TASK BRIEF: Using the data below, copy each line that includes the word "picture".

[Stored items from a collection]
:::::

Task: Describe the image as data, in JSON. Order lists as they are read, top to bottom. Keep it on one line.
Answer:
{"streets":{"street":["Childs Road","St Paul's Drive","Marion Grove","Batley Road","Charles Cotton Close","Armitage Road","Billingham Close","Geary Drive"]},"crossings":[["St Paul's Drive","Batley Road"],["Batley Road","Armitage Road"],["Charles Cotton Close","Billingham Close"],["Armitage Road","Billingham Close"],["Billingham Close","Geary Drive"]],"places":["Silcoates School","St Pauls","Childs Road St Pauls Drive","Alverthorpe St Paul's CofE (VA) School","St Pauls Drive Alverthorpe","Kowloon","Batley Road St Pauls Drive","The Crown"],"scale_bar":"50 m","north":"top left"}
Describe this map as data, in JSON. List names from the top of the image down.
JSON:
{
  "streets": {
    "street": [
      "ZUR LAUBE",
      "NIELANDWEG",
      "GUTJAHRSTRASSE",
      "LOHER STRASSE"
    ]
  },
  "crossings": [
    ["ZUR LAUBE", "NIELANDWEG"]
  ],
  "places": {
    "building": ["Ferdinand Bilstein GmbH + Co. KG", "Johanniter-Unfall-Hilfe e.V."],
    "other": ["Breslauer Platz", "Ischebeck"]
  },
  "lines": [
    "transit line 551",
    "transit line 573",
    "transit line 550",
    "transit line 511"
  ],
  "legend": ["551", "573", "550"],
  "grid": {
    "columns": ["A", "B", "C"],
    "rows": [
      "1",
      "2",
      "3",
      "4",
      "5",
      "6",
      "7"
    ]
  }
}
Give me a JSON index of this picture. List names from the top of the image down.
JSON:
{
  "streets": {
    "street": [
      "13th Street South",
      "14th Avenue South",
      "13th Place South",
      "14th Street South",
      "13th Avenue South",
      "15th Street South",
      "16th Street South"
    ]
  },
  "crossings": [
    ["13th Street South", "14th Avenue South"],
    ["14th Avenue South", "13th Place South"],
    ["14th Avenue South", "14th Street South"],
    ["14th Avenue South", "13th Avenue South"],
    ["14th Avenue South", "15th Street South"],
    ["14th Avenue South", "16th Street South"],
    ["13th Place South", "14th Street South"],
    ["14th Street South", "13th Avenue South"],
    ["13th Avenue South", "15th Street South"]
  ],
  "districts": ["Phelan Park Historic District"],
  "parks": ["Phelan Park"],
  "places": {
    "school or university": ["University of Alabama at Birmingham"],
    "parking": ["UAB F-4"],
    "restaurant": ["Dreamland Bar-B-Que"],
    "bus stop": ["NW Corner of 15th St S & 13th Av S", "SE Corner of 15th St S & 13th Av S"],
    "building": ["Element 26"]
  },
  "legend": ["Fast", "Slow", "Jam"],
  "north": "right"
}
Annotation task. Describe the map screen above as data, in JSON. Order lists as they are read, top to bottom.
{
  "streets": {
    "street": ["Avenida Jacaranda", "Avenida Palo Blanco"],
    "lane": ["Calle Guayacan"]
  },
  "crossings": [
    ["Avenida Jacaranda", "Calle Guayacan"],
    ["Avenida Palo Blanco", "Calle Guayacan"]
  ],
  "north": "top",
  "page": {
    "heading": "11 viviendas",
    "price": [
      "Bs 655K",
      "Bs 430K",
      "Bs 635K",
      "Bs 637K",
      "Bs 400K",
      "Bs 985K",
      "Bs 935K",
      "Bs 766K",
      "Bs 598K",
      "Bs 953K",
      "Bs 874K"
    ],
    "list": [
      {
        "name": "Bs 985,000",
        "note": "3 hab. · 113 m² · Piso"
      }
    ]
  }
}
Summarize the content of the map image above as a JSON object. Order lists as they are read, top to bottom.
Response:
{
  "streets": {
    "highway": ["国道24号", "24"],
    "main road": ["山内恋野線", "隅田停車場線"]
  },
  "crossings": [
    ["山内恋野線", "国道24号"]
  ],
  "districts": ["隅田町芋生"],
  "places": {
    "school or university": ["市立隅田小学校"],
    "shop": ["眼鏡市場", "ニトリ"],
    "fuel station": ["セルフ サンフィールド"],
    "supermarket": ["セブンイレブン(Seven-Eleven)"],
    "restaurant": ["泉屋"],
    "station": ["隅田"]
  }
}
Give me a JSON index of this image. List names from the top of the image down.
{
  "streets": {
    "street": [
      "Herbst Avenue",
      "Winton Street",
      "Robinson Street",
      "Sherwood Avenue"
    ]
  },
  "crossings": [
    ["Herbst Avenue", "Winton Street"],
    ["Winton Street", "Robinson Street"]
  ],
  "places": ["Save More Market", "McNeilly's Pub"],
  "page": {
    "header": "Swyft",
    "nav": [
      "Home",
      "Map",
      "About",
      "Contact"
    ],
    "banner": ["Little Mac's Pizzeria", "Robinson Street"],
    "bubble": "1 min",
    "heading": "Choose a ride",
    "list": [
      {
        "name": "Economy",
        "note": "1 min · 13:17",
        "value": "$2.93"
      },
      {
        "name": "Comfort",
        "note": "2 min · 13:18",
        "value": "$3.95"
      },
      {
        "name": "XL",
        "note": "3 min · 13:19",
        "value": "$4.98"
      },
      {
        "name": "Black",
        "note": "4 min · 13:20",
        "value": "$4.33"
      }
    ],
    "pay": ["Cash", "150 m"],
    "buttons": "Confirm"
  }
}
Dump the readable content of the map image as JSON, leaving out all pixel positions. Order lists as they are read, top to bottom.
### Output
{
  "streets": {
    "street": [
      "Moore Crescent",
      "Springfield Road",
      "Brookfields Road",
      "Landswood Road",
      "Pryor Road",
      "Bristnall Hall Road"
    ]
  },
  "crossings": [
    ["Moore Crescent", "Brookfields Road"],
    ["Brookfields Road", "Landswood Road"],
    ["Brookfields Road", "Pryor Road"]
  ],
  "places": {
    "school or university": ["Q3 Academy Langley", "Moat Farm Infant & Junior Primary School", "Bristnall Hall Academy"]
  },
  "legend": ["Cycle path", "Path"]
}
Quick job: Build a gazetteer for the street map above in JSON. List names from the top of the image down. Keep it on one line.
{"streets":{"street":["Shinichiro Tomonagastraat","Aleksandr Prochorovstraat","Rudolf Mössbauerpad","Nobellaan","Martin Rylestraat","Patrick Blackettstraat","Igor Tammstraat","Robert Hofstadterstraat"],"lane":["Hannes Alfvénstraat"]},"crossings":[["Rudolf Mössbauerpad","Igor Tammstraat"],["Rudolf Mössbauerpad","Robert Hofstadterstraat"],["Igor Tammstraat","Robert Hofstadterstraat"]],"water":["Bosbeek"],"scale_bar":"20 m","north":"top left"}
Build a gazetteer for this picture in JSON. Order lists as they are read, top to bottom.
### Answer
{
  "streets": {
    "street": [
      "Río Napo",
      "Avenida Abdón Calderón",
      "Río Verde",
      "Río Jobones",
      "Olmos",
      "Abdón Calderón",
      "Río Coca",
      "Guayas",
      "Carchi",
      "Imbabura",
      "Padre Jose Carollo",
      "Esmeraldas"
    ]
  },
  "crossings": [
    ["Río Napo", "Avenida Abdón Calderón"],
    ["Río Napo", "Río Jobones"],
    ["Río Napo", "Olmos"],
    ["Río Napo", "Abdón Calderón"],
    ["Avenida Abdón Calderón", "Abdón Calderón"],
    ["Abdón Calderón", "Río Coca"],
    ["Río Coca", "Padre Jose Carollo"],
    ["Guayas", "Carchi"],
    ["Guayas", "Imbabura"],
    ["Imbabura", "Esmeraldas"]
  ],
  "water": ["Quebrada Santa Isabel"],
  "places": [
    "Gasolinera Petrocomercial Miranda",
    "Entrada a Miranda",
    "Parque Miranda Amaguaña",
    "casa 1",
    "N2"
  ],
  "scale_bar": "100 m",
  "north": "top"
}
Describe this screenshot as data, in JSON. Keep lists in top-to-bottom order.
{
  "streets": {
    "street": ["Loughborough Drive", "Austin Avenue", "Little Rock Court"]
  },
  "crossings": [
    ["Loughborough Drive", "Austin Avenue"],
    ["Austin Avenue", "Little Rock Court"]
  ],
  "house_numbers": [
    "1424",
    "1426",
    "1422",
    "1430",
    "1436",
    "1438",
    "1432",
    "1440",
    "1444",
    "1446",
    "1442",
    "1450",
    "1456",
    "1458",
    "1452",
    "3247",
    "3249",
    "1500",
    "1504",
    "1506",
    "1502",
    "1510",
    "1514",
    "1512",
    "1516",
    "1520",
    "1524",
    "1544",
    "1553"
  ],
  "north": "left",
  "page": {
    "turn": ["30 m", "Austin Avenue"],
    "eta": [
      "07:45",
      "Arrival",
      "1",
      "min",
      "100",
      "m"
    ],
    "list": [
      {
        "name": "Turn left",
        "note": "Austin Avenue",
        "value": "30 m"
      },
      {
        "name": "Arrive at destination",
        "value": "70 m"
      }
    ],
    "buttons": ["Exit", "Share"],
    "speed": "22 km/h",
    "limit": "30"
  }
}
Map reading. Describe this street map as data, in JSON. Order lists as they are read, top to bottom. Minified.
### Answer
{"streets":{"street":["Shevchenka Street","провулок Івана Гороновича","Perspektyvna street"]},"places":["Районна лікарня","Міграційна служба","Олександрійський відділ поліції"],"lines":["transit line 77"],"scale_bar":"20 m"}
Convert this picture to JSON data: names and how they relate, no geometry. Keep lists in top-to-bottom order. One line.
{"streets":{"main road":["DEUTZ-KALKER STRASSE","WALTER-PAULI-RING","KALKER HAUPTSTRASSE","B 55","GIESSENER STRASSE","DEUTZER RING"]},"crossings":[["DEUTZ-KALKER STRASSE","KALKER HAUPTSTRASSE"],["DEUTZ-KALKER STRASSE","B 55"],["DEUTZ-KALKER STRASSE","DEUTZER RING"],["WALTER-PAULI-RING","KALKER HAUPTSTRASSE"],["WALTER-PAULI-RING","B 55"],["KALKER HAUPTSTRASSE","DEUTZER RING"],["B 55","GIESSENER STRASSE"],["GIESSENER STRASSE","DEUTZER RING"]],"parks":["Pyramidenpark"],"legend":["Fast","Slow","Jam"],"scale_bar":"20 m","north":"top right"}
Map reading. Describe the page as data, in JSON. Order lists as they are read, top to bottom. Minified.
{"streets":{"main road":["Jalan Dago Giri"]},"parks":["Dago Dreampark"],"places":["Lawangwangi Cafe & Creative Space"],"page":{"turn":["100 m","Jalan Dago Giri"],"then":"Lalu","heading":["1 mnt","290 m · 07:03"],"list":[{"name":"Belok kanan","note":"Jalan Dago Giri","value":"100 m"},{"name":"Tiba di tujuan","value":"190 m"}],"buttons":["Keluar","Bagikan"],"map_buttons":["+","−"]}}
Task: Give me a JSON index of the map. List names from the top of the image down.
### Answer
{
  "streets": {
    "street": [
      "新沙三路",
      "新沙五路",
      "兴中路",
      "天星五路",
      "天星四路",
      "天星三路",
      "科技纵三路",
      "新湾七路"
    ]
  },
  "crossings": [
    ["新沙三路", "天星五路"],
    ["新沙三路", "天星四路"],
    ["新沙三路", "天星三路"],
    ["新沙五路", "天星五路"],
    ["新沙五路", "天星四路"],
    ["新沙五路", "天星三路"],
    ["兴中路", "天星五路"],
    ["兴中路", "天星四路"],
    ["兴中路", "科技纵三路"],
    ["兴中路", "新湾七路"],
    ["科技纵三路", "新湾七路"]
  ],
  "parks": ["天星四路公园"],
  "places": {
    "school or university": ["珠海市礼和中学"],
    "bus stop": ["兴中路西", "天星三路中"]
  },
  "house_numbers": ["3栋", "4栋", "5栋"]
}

:::::

SOLUTION BELOW:
Give me a JSON index of this picture. List names from the top of the image down.
Build a gazetteer for this picture in JSON. Order lists as they are read, top to bottom.
Convert this picture to JSON data: names and how they relate, no geometry. Keep lists in top-to-bottom order. One line.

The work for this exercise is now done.